Prosodic assignment quality is an assessment of the quality of the prosody applied to a given sentence. That is the stresses, pauses, speed and pitch over the course of an arbitrary text.

  1. Prosodic Assignment Intelligibility is a measure of how easy it is to understand what is being said, e.g. being able to differentiate between normal sentences, questions and exclamations.

  2. Prosodic Assignment Accuracy is a measure of how accurate the voice is at applying prosody to a given text (allowing for subjectivity and natural variance in speech).

  3. Prosodic Assignment Naturalness is a measure of how natural the prosody sounds.

For example the eSpeak English voice is intelligible, mostly accurate (for very long sentences it is too fast) and usually sounds natural (for very long sentences it does not take pauses for breath-breaks).

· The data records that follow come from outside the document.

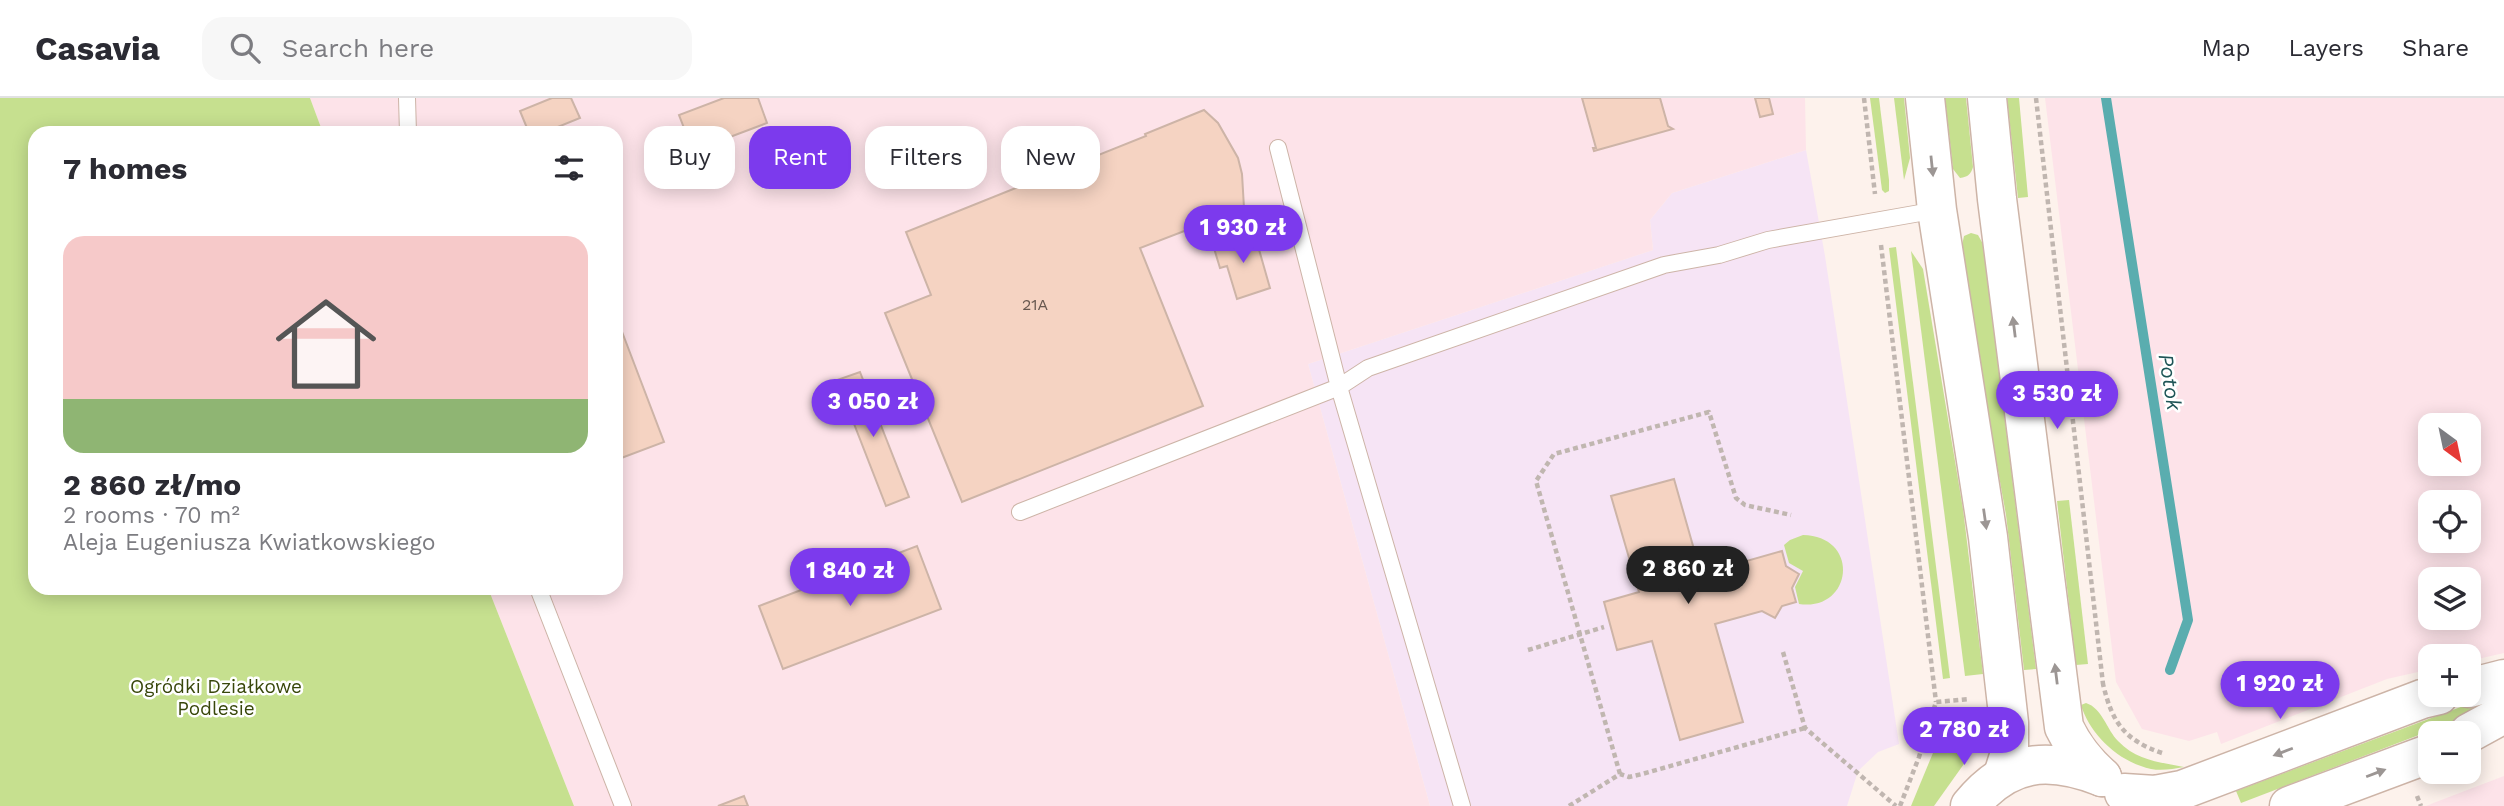 <!DOCTYPE html>
<meta charset="utf-8">
<style>
:root{--surface:#fff;--page:#f7f7f7;--text:#2b2b33;--muted:#7c7c81;--line:#e1e1e2;--accent:#7c3aed}
body{margin:0;font-family:"Work Sans",sans-serif;background:var(--page);color:var(--text);height:100vh;display:flex;flex-direction:column;font-size:26px;white-space:nowrap}
*{box-sizing:border-box;margin:0}
p{font-size:23px;color:var(--muted)}
.icon{flex:none;width:38px;height:38px;fill:none;stroke:currentColor;stroke-width:2;stroke-linecap:round;stroke-linejoin:round}
.map{position:relative;flex:1;overflow:hidden}
.sheet{position:absolute;left:28px;top:28px;width:595px;height:469px;display:flex;flex-direction:column;background:var(--surface);border-radius:21px;box-shadow:0 4px 18px #0003}
.sheet>*{flex:none}
.banner{position:absolute;left:644px;top:28px;width:665px;height:63px;display:flex;gap:14px}
.needle{width:46px;rotate:147deg}
.tools{position:absolute;left:2418px;top:315px;display:grid;gap:14px}
.tools a{display:grid;place-items:center;width:63px;height:63px;border-radius:14px;background:var(--surface);box-shadow:0 4px 18px #0003;font-size:35px}
.price{position:absolute;translate:-50% -60px;padding:0 16px;border-radius:24px;background:var(--accent);color:#fff;font-size:23px;line-height:46px;filter:drop-shadow(0 2px 4px #0008)}
.price::after{content:'';position:absolute;left:50%;top:42px;width:21px;height:16px;margin-left:-10px;background:inherit;clip-path:polygon(0 0,100% 0,50% 100%)}
.price.selected{background:#222;color:#fff}
ul{padding:0;list-style:none}
li{display:grid;align-content:center;gap:14px;height:371px;padding:0 35px}
li+li{border-top:2px solid var(--line)}
li span{display:grid;place-items:center;height:217px;border-radius:21px;color:#555}
li>.icon{margin-inline-start:auto}
span .icon{width:126px;height:126px;fill:#fffc;stroke-width:1}
li b{font-size:30px}
h2{display:flex;justify-content:space-between;align-items:center;height:84px;padding:0 35px;font-size:30px}
.tag{padding:0 24px;border-radius:21px;background:var(--surface);box-shadow:0 4px 18px #0003;font-size:24px;line-height:63px}
.tag.selected{background:var(--accent);color:#fff}
header{display:flex;align-items:center;gap:42px;box-sizing:border-box;height:98px;padding:0 35px;background:var(--surface);border-bottom:2px solid var(--line)}
header strong{font-size:33px}
nav{display:flex;gap:38px;margin-inline-start:auto;font-size:24px}
.search{width:490px;height:63px;background:var(--page);display:flex;align-items:center;gap:18px;box-sizing:border-box;padding:0 24px;border-radius:21px;color:var(--muted);font-size:26px}
.map>svg:first-child{display:block}
.commercial{fill:#f6e4f5}
.industrial{fill:#fde3e9;fill-rule:evenodd}
.green{fill:#c6e08f}
.lines{fill:none;stroke-linecap:round;stroke-linejoin:round}
.stream{stroke:#5aadaf;stroke-width:10}
.building{fill:#f5d3c2;stroke:#cdb4a7;stroke-width:2}
.lane-casing{stroke:#cdb4a7;stroke-width:18}
.secondary-casing{stroke:#cdb4a7;stroke-width:41}
.path{stroke:#c0b6b0;stroke-width:4.5;stroke-dasharray:5 3.5;stroke-linecap:butt}
.lane{stroke:#fff;stroke-width:16}
.secondary{stroke:#fff;stroke-width:38}
.oneway{fill:#9c9694}
.labels{text-anchor:middle;stroke-width:5;stroke-linejoin:round;paint-order:stroke}
.number-label{font-size:16px;fill:#67574f}
.park-label{font-size:19px;fill:#38470a;stroke:#fff}
.water-label{font-size:21px;font-style:italic;fill:#1e5456;stroke:#fff}
</style>
<header>
<strong>Casavia</strong>
<div class="search"><svg class="icon" aria-label="search" viewBox="0 0 24 24"><circle cx="10" cy="10" r="6"/><path d="M15 15l6 6"/></svg>Search here</div>
<nav><a>Map</a><a>Layers</a><a>Share</a></nav>
</header>
<div class="map">
<svg width="2504" height="708" viewBox="0 0 2504 708">
<rect width="100%" height="100%" fill="#fdf2ec"/>
<!-- commercial -->
<polygon class="commercial" points="1806,52 1825,158 1899,646 1878,654 1858,673 1847,708 1430,708 1308,266 1653,152 1650,122 1672,95"/>
<!-- industrial -->
<g class="industrial">
<polygon points="310,0 1805,0 1806,52 1672,95 1650,122 1653,152 1308,266 1430,708 574,708 488,490 616,490 616,35 323,35"/>
<path d="M2045,0H2504V555L2469,563V558H2431V571L2387,581L2221,646L2217,634L2189,643L2142,631L2116,584ZM2431,327H2469V366H2431ZM2431,404H2469V443H2431ZM2431,481H2469V520H2431Z"/>
<polygon points="2504,678 2504,708 2426,708 2436,704"/>
</g>
<!-- green -->
<g class="green">
<polygon points="0,0 310,0 323,35 35,35 35,490 488,490 574,708 0,708"/>
<polygon points="1870,0 1879,0 1889,82 1889,93 1885,95 1882,92"/>
<polygon points="1894,0 1904,0 1910,60 1904,82"/>
<path d="M1945,0H1966L1973,69C1971,76 1968,79 1960,80L1953,71Z"/>
<polygon points="2007,0 2019,0 2028,99 2018,100"/>
<polygon points="1971,135 1978,137 1983,146 2036,571 2024,572 2006,417 1979,267 1962,147 1964,138"/>
<polygon points="1896,149 1950,580 1943,581 1889,150"/>
<polygon points="1911,153 1923,171 1963,411 1983,576 1965,578"/>
<polygon points="2069,402 2088,566 2076,567 2057,403"/>
<path d="M1803,437C1861,438 1853,514 1799,506L1795,489L1803,473L1789,465L1784,447L1790,442Z"/>
<polygon points="2474,604 2481,608 2479,614 2241,705 2236,693"/>
<path d="M2086,605C2102,610 2107,632 2118,643C2137,663 2160,664 2184,669C2173,671 2162,673 2151,671C2119,664 2090,637 2081,607Z"/>
<path d="M1988,616L1976,649L1934,708H1911L1940,638C1953,620 1967,618 1988,616Z"/>
</g>
<g class="lines">
<!-- stream -->
<polyline class="stream" points="2106,0 2188,522 2170,572"/>
</g>
<!-- building -->
<g class="building">
<polygon points="552,0 571,0 580,20 543,35 529,35 520,13"/>
<polygon points="724,0 758,0 767,25 693,53 679,17"/>
<polygon points="1582,0 1660,0 1668,28 1673,31 1594,53 1593,50 1596,50"/>
<polygon points="1755,0 1769,0 1773,16 1760,19"/>
<polygon points="1204,12 1218,25 1238,60 1242,76 1244,110 1140,150 1203,308 962,404 885,215 931,197 906,134 1146,38 1145,36"/>
<polygon points="1254,134 1270,190 1237,201 1227,168 1220,170 1213,147"/>
<polygon points="616,218 664,344 616,362"/>
<polygon points="860,274 909,399 886,408 837,282"/>
<polygon points="1674,381 1701,476 1782,453 1786,468 1799,476 1792,490 1796,504 1782,508 1775,520 1762,513 1715,526 1743,624 1680,642 1652,543 1617,552 1604,504 1639,494 1611,398"/>
<polygon points="917,448 941,511 783,571 759,508"/>
<polygon points="744,698 748,708 718,708"/>
</g>
<g class="lines">
<!-- lane casing -->
<g class="lane-casing">
<g id="lane">
<polyline points="407,0 408,35"/>
<polyline points="1020,414 1339,289 1278,50"/>
<polyline points="538,490 623,708"/>
<polyline points="1462,708 1339,289 1368,270 1664,167 1719,157 1768,142 1937,112"/>
</g>
</g>
<!-- secondary casing -->
<g class="secondary-casing">
<g id="secondary">
<polyline points="1925,0 1937,112 1988,439 2009,625 2009,658 2003,677"/>
<path d="M1987,0L1997,101L2064,629C2074,650 2085,664 2102,679"/>
<polyline points="2469,590 2504,581"/>
<polyline points="2469,635 2504,616"/>
<polyline points="2124,695 2155,697 2182,692 2422,601 2439,597"/>
<path d="M1970,708C2008,661 2048,658 2102,679"/>
<polyline points="2289,708 2431,655"/>
</g>
</g>
<!-- path -->
<g class="path">
<polyline points="1864,0 1875,96"/>
<polyline points="2036,0 2103,586"/>
<polyline points="1881,147 1936,604"/>
<polyline points="1528,552 1604,529"/>
<polyline points="1783,554 1805,630 1896,708"/>
<path d="M2101,586H2103C2112,624 2124,642 2162,655"/>
<polyline points="1620,676 1536,383 1554,356 1709,314 1736,400 1745,407 1791,417"/>
<polyline points="2417,698 2421,708"/>
<polyline points="1569,708 1620,676 1629,679 1642,676 1805,630"/>
<polyline points="1900,708 1919,659 1936,604 1970,601"/>
</g>
<!-- lane -->
<use href="#lane" class="lane"/>
<!-- secondary -->
<use href="#secondary" class="secondary"/>
</g>
<!-- one-way arrows -->
<defs><path id="oneway-solid" d="M-6-.8H1V-3.2L6.5 0L1 3.2V.8H-6Z" transform="scale(1.75)"/></defs>
<g class="oneway">
<use href="#oneway-solid" transform="translate(1932 68) rotate(84)"/>
<use href="#oneway-solid" transform="translate(2014 229) rotate(-97)"/>
<use href="#oneway-solid" transform="translate(1985 421) rotate(82)"/>
<use href="#oneway-solid" transform="translate(2056 576) rotate(-97)"/>
<use href="#oneway-solid" transform="translate(2283 654) rotate(159)"/>
<use href="#oneway-solid" transform="translate(2376 675) rotate(-21)"/>
</g>
<g class="labels">
<!-- number labels -->
<g class="number-label">
<text x="1035" y="212">21A</text>
</g>
<!-- park labels -->
<g class="park-label">
<text x="216" y="595">Ogródki Działkowe<tspan x="216" dy="22">Podlesie</tspan></text>
</g>
<!-- water labels -->
<g class="water-label">
<text transform="translate(2170 284) rotate(81)" y="7">Potok</text>
</g>
</g>
</svg>
<div class="tools">
<a><svg class="needle" viewBox="-14 -14 28 28"><path d="M0-13l5 13h-10z" fill="#e53935"/><path d="M0 13l5-13h-10z" fill="#7c7c81"/></svg></a>
<a><svg class="icon" aria-label="locate" viewBox="0 0 24 24"><circle cx="12" cy="12" r="6"/><path d="M12 2v4M12 18v4M2 12h4M18 12h4"/></svg></a>
<a><svg class="icon" aria-label="layers" viewBox="0 0 24 24"><path d="M12 4l9 5-9 5-9-5zM3 14l9 5 9-5"/></svg></a>
<a>+</a>
<a>−</a>
</div>
<b class="price" style="left:1243px;top:167px">1 930 zł</b>
<b class="price" style="left:2057px;top:333px">3 530 zł</b>
<b class="price" style="left:873px;top:341px">3 050 zł</b>
<b class="price selected" style="left:1688px;top:508px">2 860 zł</b>
<b class="price" style="left:850px;top:510px">1 840 zł</b>
<b class="price" style="left:2280px;top:623px">1 920 zł</b>
<b class="price" style="left:1964px;top:669px">2 780 zł</b>
<div class="banner">
<a class="tag">Buy</a>
<a class="tag selected">Rent</a>
<a class="tag">Filters</a>
<a class="tag">New</a>
</div>
<section class="sheet">
<h2>7 homes<svg class="icon" aria-label="filters" viewBox="0 0 24 24"><path d="M4 7h16M4 17h16"/><circle cx="9" cy="7" r="2"/><circle cx="15" cy="17" r="2"/></svg></h2>
<ul>
<li><span style="background:linear-gradient(#f6c9c9 75%,#8fb573 0)"><svg class="icon" aria-label="home" viewBox="0 0 24 24"><path d="M3 11l9-7 9 7M6 9v11h12V9"/></svg></span><div><b>2 860 zł/mo</b><p>2 rooms · 70 m²</p><p>Aleja Eugeniusza Kwiatkowskiego</p></div></li>
</ul>
</section>
</div>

Prosodic Modulation Quality

Prosodic modulation quality is an assessment of the quality of the assigned prosody to the phonemes of the voice. That is, how the phonemes vary in speed and pitch when the prosody is applied to them.

  1. Prosodic Modulation Intelligibility is a measure of how easy it is to recognise the phonemes across the different prosodic variations, specifically at the extremes of speed and pitch and from pitch transitions.

  2. Prosodic Modulation Accuracy is a measure of how accurate the phoneme modifications are to the given prosody.

  3. Prosodic Modulation Naturalness is a measure of how natural the phonemes sound at the different speeds and pitches as well as the changes in pitch.

For example the Cepstral Allison voice is intelligible, is not very accurate (pitch distortion is prevalent in this voice when compared to others) and does not sound very natural (the pitch distortion makes it sound artificial).

Pronunciation Quality

Pronunciation quality is an assessment of the quality of the pronunciation of the language(s) the voice supports.

  1. Pronunciation Intelligibility is a measure of how easy it is to recognise the words in the specified language when compared to understanding a native speaker in the supported language.

  2. Pronunciation Accuracy is a measure of how accurate the pronunciation of the words is in the specified language and dialect.

    This is something that can be assessed in an automated way provided that a suitable test corpus can be produced and the text-to-speech engine can produce the phonemes the voice uses to pronounce the entries in that corpus, which can then be compared against a reference phoneme set.

  3. Pronunciation Naturalness is a measure of how natural the pronunciation is. That is, it is measuring the suprasegmental morphology of speech (i.e. how words flow/merge together when spoken).

For example the eSpeak English voice is very intelligible, very accurate and moderately natural.